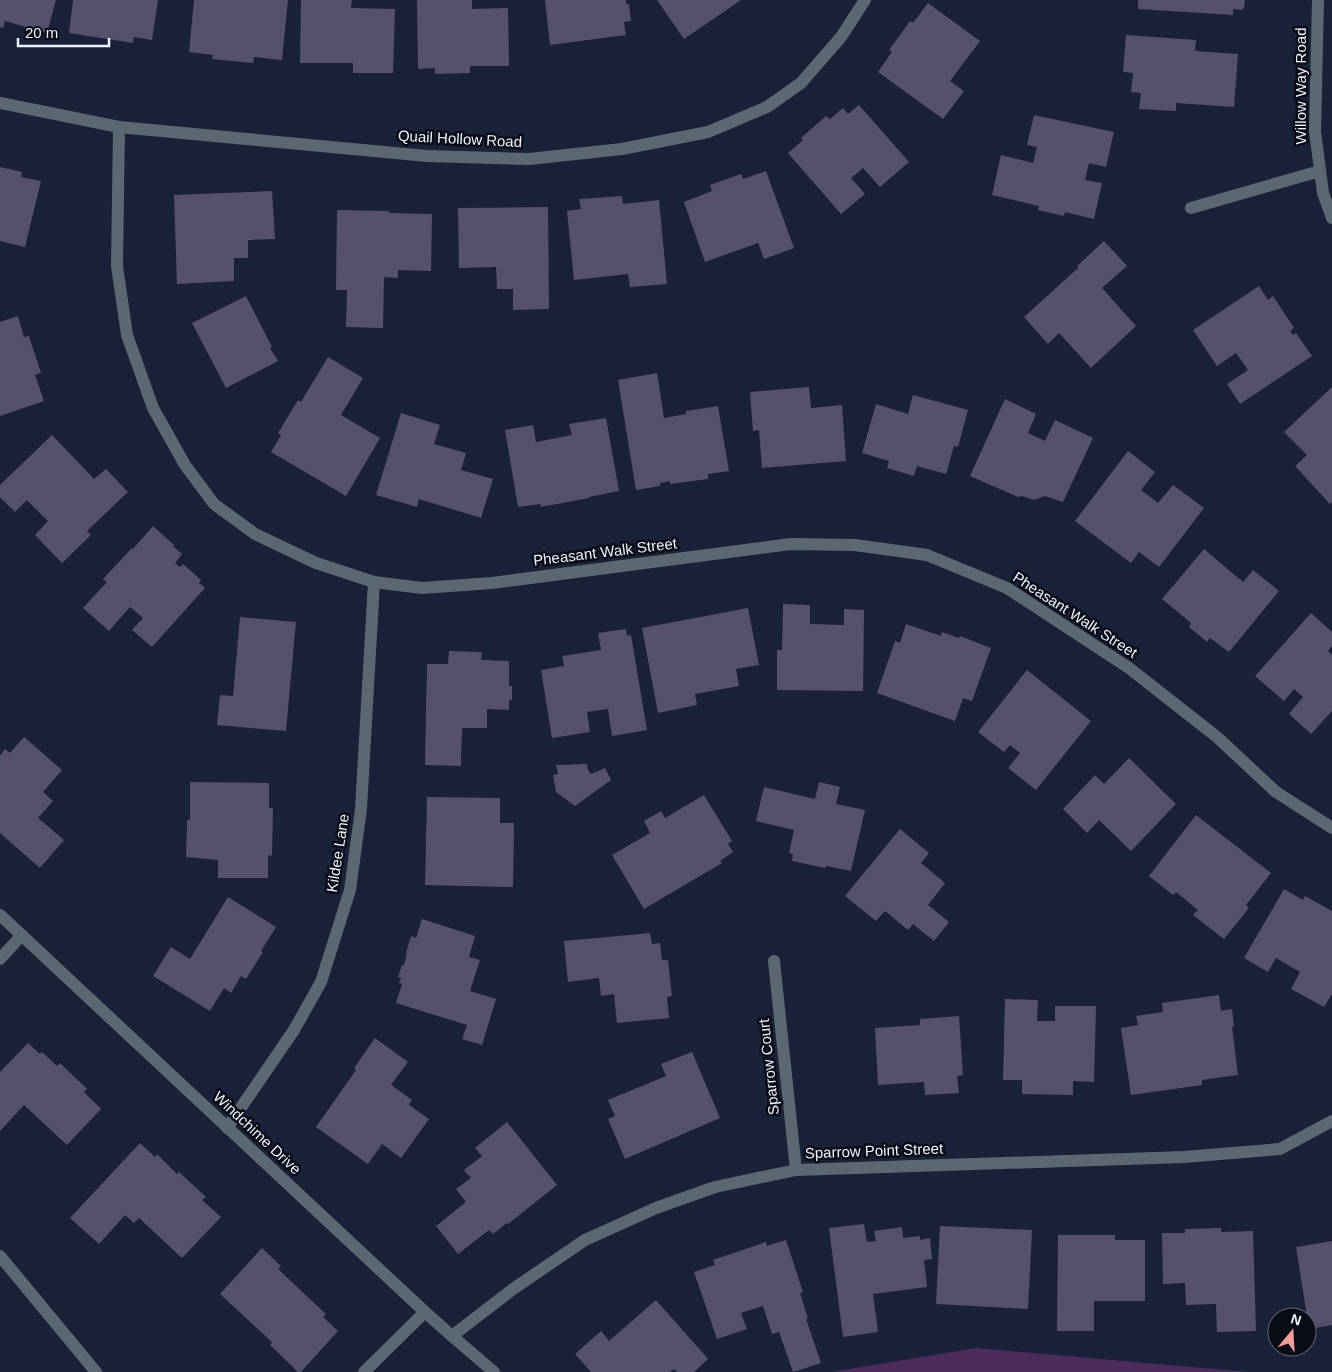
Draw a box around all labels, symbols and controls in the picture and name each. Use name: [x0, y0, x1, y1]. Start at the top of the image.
scale bar: [18, 15, 109, 47]
text: 20 m: [25, 24, 58, 41]
street label: Willow Way Road: [1292, 28, 1309, 144]
street label: Quail Hollow Road: [398, 127, 523, 150]
street label: Pheasant Walk Street: [532, 534, 679, 569]
street label: Pheasant Walk Street: [1010, 568, 1141, 662]
street label: Kildee Lane: [323, 812, 352, 893]
street label: Sparrow Court: [755, 1017, 782, 1116]
street label: Windchime Drive: [210, 1088, 305, 1178]
street label: Sparrow Point Street: [805, 1140, 944, 1161]
north arrow: [1267, 1307, 1317, 1357]
text: N: [1289, 1310, 1303, 1329]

*Task statement*
Omit every picture, then write out the entries above exactly.

*Answer section*
Draw a box around all labels, symbols and controls in the picture and name each. Use name: [x0, y0, x1, y1]. Start at the top of the image.
scale bar: [18, 15, 109, 47]
text: 20 m: [25, 24, 58, 41]
street label: Willow Way Road: [1292, 28, 1309, 144]
street label: Quail Hollow Road: [398, 127, 523, 150]
street label: Pheasant Walk Street: [532, 534, 679, 569]
street label: Pheasant Walk Street: [1010, 568, 1141, 662]
street label: Kildee Lane: [323, 812, 352, 893]
street label: Sparrow Court: [755, 1017, 782, 1116]
street label: Windchime Drive: [210, 1088, 305, 1178]
street label: Sparrow Point Street: [805, 1140, 944, 1161]
north arrow: [1267, 1307, 1317, 1357]
text: N: [1289, 1310, 1303, 1329]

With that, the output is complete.